Little of this will be news to our readers, but the stark statement of the problems facing the service is well worth noting. The Long Range Strike Bomber (LRSB), one of the key capabilities that will drive the budget bow wave the service says it can’t afford, appears to almost double in funding this year from last.
UPDATE BEGINS Following is an official Air Force spreadsheet detailing most major program investments for the fiscal 2017 budget request. It includes the full Program Objective Memorandum (POM) figures for each request.
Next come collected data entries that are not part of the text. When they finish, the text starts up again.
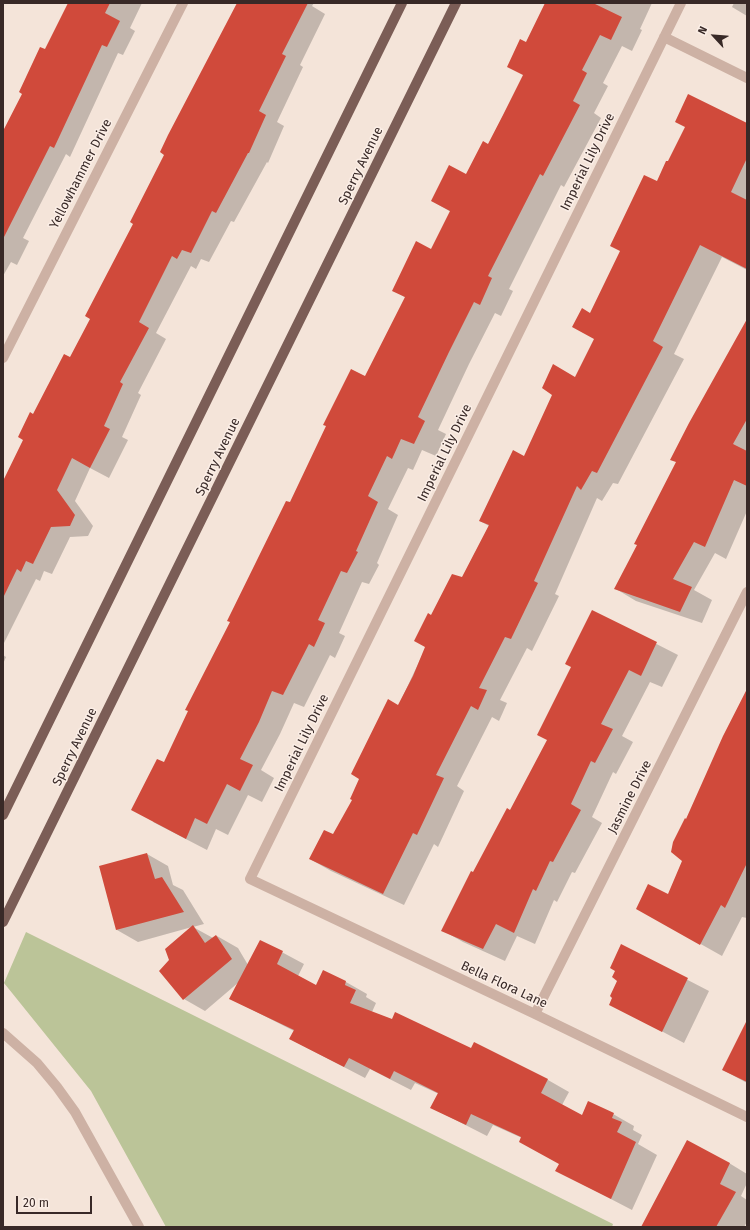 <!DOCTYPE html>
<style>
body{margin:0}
#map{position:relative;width:750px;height:1230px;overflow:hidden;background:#f4e4d9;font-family:"Fira Sans",sans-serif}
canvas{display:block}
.frame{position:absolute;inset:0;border:4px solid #382927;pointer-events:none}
.north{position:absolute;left:694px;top:16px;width:40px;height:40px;-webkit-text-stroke:3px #fbeee6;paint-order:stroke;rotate:296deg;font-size:11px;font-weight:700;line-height:16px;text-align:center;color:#382927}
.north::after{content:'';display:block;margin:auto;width:14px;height:18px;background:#382927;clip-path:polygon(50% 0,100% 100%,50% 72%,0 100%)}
.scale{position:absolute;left:16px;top:1196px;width:76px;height:18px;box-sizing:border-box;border:2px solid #382927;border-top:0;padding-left:5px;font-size:12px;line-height:14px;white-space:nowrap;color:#382927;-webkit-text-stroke:3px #fbeee6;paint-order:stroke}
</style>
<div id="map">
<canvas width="750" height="1230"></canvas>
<div class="frame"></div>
<div class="north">N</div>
<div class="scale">20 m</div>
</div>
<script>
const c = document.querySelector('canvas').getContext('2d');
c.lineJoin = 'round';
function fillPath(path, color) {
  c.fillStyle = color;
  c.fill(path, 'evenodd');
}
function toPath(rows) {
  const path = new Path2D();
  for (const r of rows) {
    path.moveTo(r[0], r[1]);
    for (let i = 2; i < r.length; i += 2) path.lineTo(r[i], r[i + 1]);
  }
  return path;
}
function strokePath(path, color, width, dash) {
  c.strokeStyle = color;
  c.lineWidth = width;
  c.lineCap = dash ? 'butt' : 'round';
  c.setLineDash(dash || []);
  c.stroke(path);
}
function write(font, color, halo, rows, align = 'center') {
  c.font = font + ' "Fira Sans",sans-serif';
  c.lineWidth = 3;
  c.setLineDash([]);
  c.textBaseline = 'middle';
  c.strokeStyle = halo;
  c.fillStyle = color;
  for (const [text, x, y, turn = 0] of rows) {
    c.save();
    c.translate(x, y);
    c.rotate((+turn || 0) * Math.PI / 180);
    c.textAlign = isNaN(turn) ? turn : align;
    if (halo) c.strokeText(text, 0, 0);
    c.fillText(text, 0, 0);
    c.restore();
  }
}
fillPath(toPath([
 [26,932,613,1224,612,1227,166,1227,91,1091,4,983]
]), '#bbc498');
fillPath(toPath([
 [69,3,142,3,130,28,135,31,123,55,118,53,70,157,66,154,23,238,29,241,17,265,11,262,3,276,3,133],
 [238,3,314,3,312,6,325,14,300,65,303,67,277,122,284,126,268,163,267,162,234,222,231,221,209,262,201,259,196,269,191,266,156,333,166,339,138,393,141,395,122,437,128,440,109,478,90,468,75,501,93,526,88,536,70,537,52,574,44,571,40,581,36,579,3,645,3,483,24,440,33,415,70,358,91,319,166,154],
 [546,3,652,3,640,29,642,30,632,51,622,46,603,83,608,86,594,113,601,118,564,187,561,185,509,289,513,291,501,316,495,313,469,364,438,430,446,434,436,456,422,450,413,470,408,468,388,509,398,515,377,563,379,565,369,584,362,582,339,633,345,636,335,658,330,655,304,707,294,703,280,734,261,770,274,778,262,802,248,795,228,835,216,829,207,850,153,822,165,764,291,504,365,377,406,298,393,290,431,250,451,212,432,201,467,175,488,145,524,75,526,43],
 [734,3,747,3,747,16,732,7],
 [747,124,747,270,722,257,674,354,684,359,618,484,613,483,602,501,597,498,555,594,559,596,532,651,527,648,500,700,507,703,499,721,492,717,457,786,464,791,438,847,434,844,404,905,331,871,310,859,333,836,354,800,426,647,431,616,462,578,489,526,480,521,524,457,576,378,595,339,590,314,657,183],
 [747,320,747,511,726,559,715,553,694,590,712,600,702,623,636,601,616,589],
 [592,611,678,655,662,687,650,682,622,736,633,742,616,774,613,772,592,817,602,823,575,873,572,872,557,902,554,900,535,944,517,936,505,961,463,942,442,930,511,811,548,740],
 [3,655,6,657,3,664],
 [747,689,747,918,742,917,722,956,658,920,683,860,687,821,724,736],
 [147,854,168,866,173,885,183,890,204,924,193,927,213,938,217,936,238,948,248,965,261,941,304,964,298,976,317,986,346,982,367,994,366,997,376,1003,372,1012,472,1049,548,1080,569,1092,562,1105,583,1116,613,1114,634,1126,633,1130,642,1135,638,1144,657,1155,632,1210,557,1171,560,1164,522,1138,493,1125,487,1136,432,1108,439,1094,415,1083,411,1090,370,1069,365,1078,290,1039,294,1031,231,999,239,982,205,1011,184,999,171,960,192,927,138,942,117,930],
 [622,946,709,991,684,1043,610,1004,619,980,616,970],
 [747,1022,747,1083,723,1070],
 [729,1163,747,1174,747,1183,741,1196,747,1200,747,1222,744,1227,642,1227]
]), '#0003');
fillPath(toPath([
 [68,3,110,3,105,13,120,21,107,47,102,45,54,148,50,146,3,239,3,131,22,94,19,92,40,47,45,49],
 [237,3,308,3,282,54,286,56,259,111,266,115,249,153,248,153,216,213,212,211,191,253,182,250,177,259,172,256,139,322,149,328,120,382,123,384,104,426,110,429,90,468,72,458,57,490,75,515,70,526,51,527,33,564,26,561,21,572,17,569,3,598,3,481,23,440,18,437,30,412,33,414,64,354,70,357,90,319,85,316,133,224,130,222,164,155,160,152,168,135],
 [545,3,593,3,622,17,611,40,600,35,582,70,587,73,573,101,580,105,543,176,540,174,488,276,492,278,480,305,474,302,449,352,418,417,425,421,414,444,401,439,392,459,387,456,368,496,378,502,356,551,358,552,347,573,341,571,318,620,325,623,314,647,309,644,283,695,272,691,259,722,240,759,253,765,240,791,227,784,207,824,195,818,186,839,131,810,157,759,164,762,188,711,185,710,230,622,227,621,286,501,290,502,326,426,323,425,351,369,365,376,405,297,392,291,416,241,431,249,450,211,431,201,449,165,466,174,483,141,488,144,503,115,523,75,507,67,520,39,526,42],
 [688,94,747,123,747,158,731,192,747,200,747,269,700,245,653,341,663,347,597,473,592,471,581,490,577,486,534,581,538,583,511,639,505,637,479,688,487,690,478,710,471,706,436,775,444,778,417,835,413,833,383,894,309,859,324,830,333,834,352,800,350,799,359,779,351,774,388,699,398,705,413,676,425,647,414,641,428,613,431,615,452,574,462,577,489,525,479,521,513,450,524,456,552,395,542,388,553,364,575,377,594,339,572,327,582,308,590,313,620,251,610,246,644,175,657,181,666,161,668,161,685,127,675,122],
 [747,319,747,419,733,444,747,451,747,486,734,480,705,547,694,542,673,579,692,587,680,612,614,589,637,545,634,544,676,462,670,460,689,423],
 [592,610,657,642,641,676,629,670,601,724,613,729,595,763,591,761,571,804,581,810,553,862,550,861,536,891,533,889,514,933,496,924,483,949,441,931,471,871,473,872,507,808,510,810,547,740,537,735,571,667,565,664],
 [747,689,747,863,725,908,721,905,700,945,636,909,648,884,668,894,682,861,671,852,673,842,685,818,686,819,723,736],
 [147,853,155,879,162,877,184,912,116,930,99,866],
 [193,925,205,943,216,935,232,959,183,1000,159,971,169,960,165,949],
 [260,940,283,951,277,964,316,985,323,970,346,981,345,985,356,990,350,1003,392,1019,395,1012,471,1048,474,1042,548,1079,541,1093,582,1115,588,1101,614,1113,612,1118,622,1122,617,1132,636,1142,611,1199,555,1171,559,1164,519,1142,521,1137,471,1114,466,1125,430,1108,438,1093,394,1071,390,1079,349,1058,344,1067,289,1039,294,1030,229,999],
 [621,944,688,978,662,1032,609,1005,612,998,610,996,617,981,612,977,615,971,610,968],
 [747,1020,747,1082,722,1070],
 [687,1140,730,1163,720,1184,736,1192,716,1227,641,1227]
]), '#d04a3b');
strokePath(toPath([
 [681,3,250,879,535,1014,747,1117],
 [664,37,747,78],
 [3,358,183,3],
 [535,1014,747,592],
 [3,1033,37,1063,57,1087,75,1112,139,1227]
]), '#cdb1a4', 10);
strokePath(toPath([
 [3,815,402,3],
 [3,922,456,3]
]), '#7b5d56', 10);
write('13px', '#382927', '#fbeee6', [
 ["Imperial Lily Drive",588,162,-64],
 ["Sperry Avenue",361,166,-64],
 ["Yellowhammer Drive",81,174,-63],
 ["Imperial Lily Drive",445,453,-64],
 ["Sperry Avenue",218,457,-64],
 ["Imperial Lily Drive",302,743,-64],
 ["Sperry Avenue",75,747,-64],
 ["Jasmine Drive",630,797,-63],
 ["Bella Flora Lane",504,985,25]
]);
</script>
Among the most compelling increases: Air Force One zooms from $82.4 million to $351.2; LRSB almost doubles from $736.2 million to $1.36 billion (and that’s what unclassified); the F-35A drops almost $1 billion from $6.59 billion to $5.67 billion, while the budget adds $105 million for modifications to existing aircraft. Finally, funding for GPS III sinks substantially for fiscal 2017 from $379.6 million to $176 million, before ballooning to $872.4 million in 2018.